Caso gera repercussão política

Segundo relatos, a autora teria agido em duas oportunidades distintas. Ainda de acordo com o parlamentar, o marido da mulher também teria feito ameaças veladas. O caso agora extrapola o mero vandalismo e passa a tocar em um ponto delicado: até onde o ódio político pode avançar antes de se transformar em algo ainda mais grave?

Discordar faz parte da democracia. Aliás, é justamente o conflito de ideias que sustenta uma sociedade livre. O que não encontra abrigo no Estado Democrático de Direito é a substituição do argumento pelo ataque, da crítica pelo vandalismo e do debate pelo impulso primitivo.

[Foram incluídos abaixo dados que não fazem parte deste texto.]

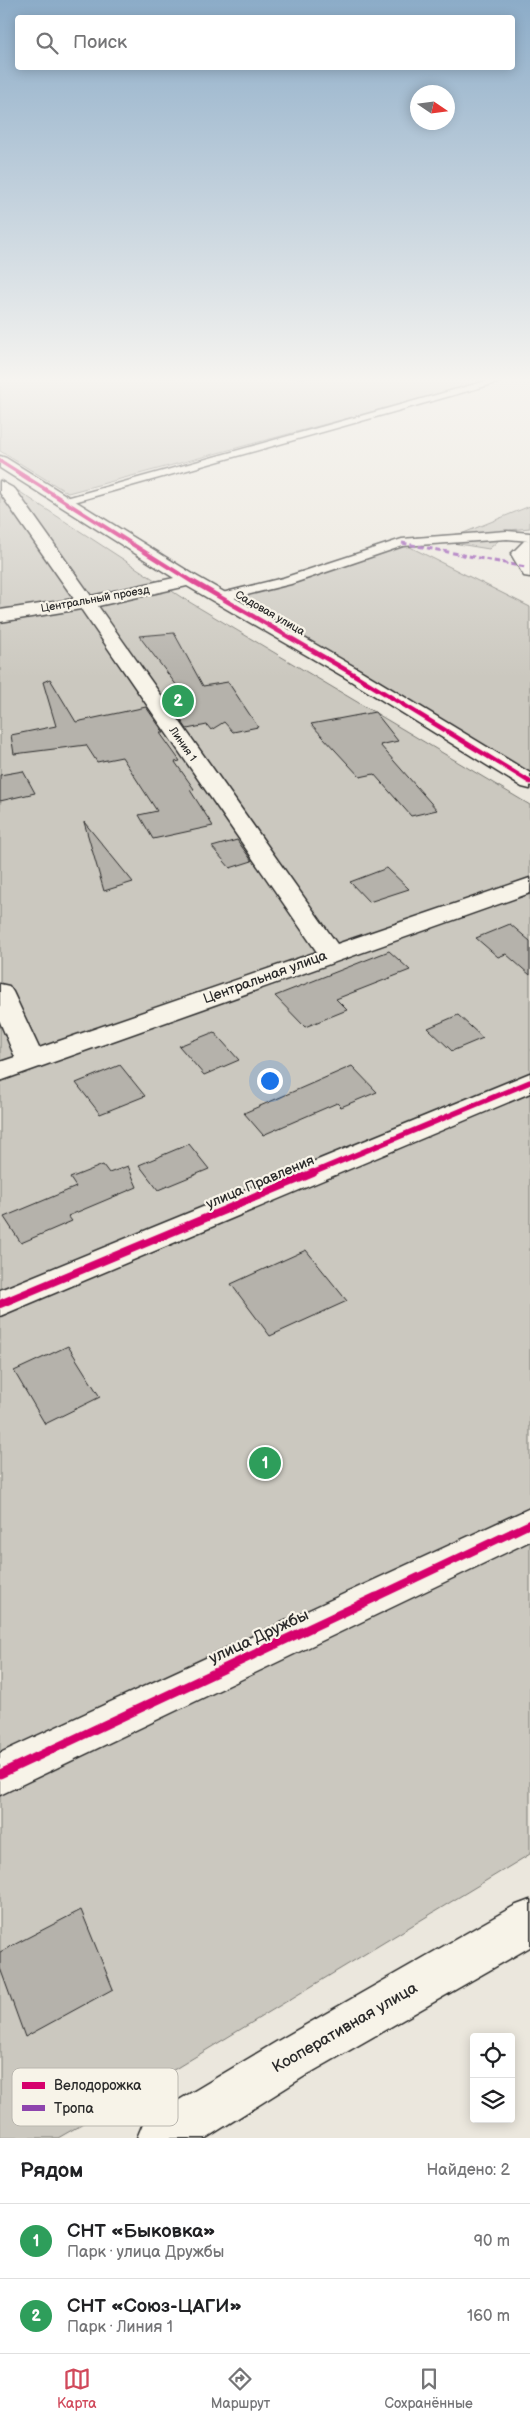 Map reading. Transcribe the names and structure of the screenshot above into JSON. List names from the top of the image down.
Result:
{
  "streets": {
    "street": [
      "Центральный проезд",
      "Садовая улица",
      "Линия 1",
      "Центральная улица",
      "улица Правления",
      "улица Дружбы",
      "Кооперативная улица"
    ]
  },
  "crossings": [
    ["Центральный проезд", "Садовая улица"],
    ["Центральный проезд", "Линия 1"],
    ["Линия 1", "Центральная улица"]
  ],
  "legend": ["Велодорожка", "Тропа"],
  "north": "right",
  "page": {
    "search": "Поиск",
    "pins": ["2", "1"],
    "heading": ["Рядом", "Найдено: 2"],
    "list": [
      {
        "mark": "1",
        "name": "СНТ «Быковка»",
        "note": "Парк · улица Дружбы",
        "value": "90 m"
      },
      {
        "mark": "2",
        "name": "СНТ «Союз-ЦАГИ»",
        "note": "Парк · Линия 1",
        "value": "160 m"
      }
    ],
    "nav": ["Карта", "Маршрут", "Сохранённые"]
  }
}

Há uma diferença abissal entre contestar um adversário político e usar fezes como instrumento de militância. Quando a política abandona as ideias e passa a ser praticada com excrementos, o que está sendo exposto não é coragem, tampouco consciência cívica. É apenas degradação do debate público.

Limites da liberdade de expressão

A liberdade de expressão constitui um dos pilares da democracia. Contudo, ela não pode servir de biombo para atos de depredação ou intimidação. Quem não concorda com Bolsonaro, com Lula, ou com qualquer outro líder político, possui à disposição instrumentos legítimos e civilizados para manifestar sua posição: o voto, a palavra, os protestos pacíficos e a participação política.

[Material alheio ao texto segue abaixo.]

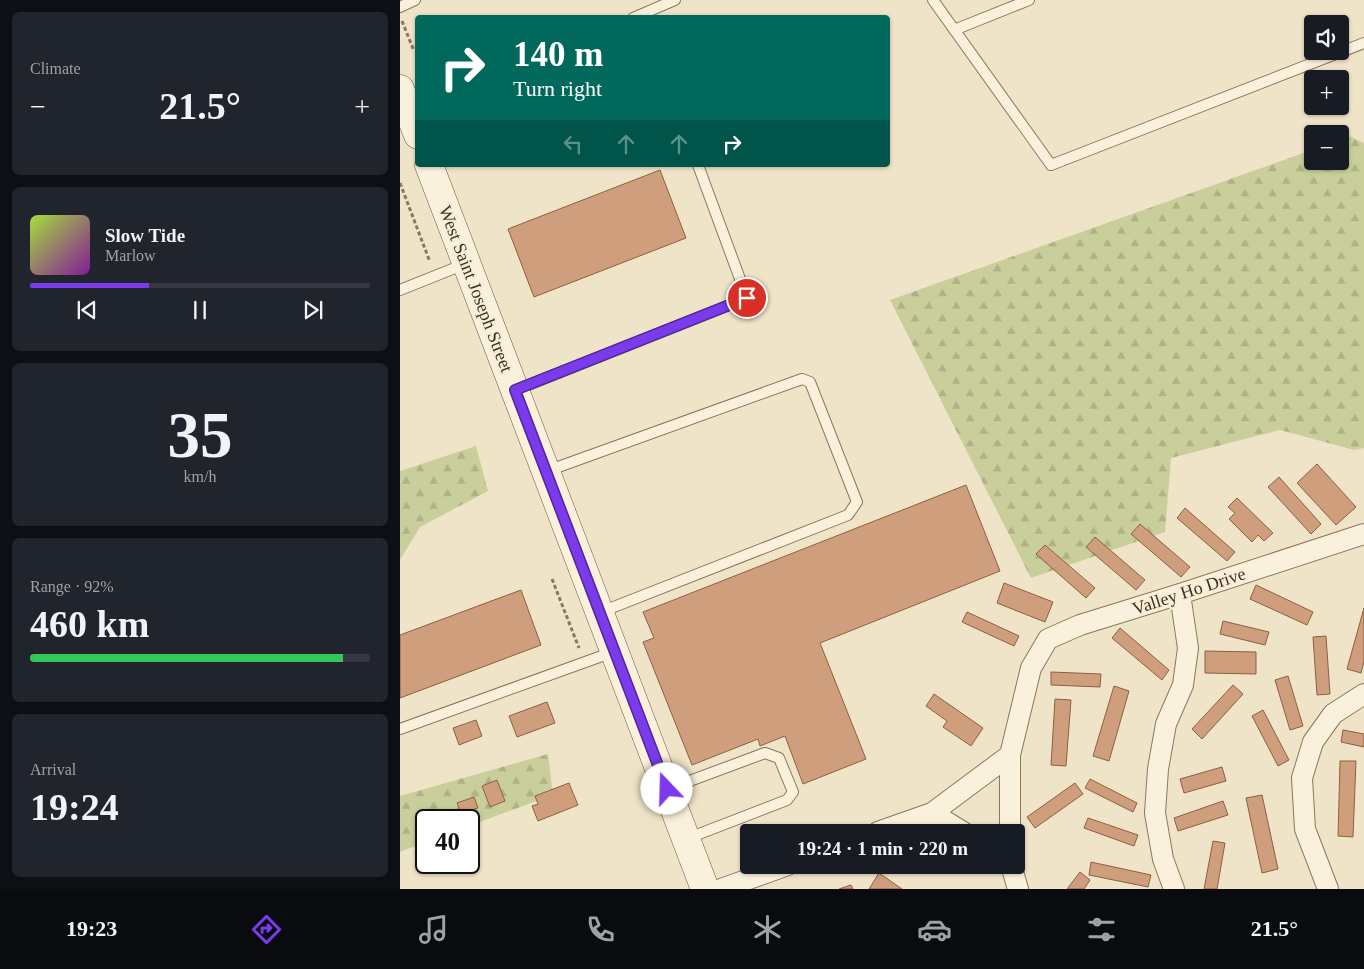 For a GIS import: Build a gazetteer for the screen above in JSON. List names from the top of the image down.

Transformar fezes em discurso político não fortalece a democracia. Ao contrário, empobrece-a.

O episódio deve servir de reflexão para todos os espectros ideológicos. Hoje, a vítima é um espaço identificado com a direita. Amanhã, poderá ser qualquer outro grupo, partido ou cidadão que pense diferente.

Uma democracia madura não se constrói com gritos, ameaças ou excrementos espalhados pelas paredes. Constrói-se com argumentos, respeito e, sobretudo, tolerância. Porque quando a política desce ao nível da sarjeta, toda a sociedade acaba caminhando na mesma direção.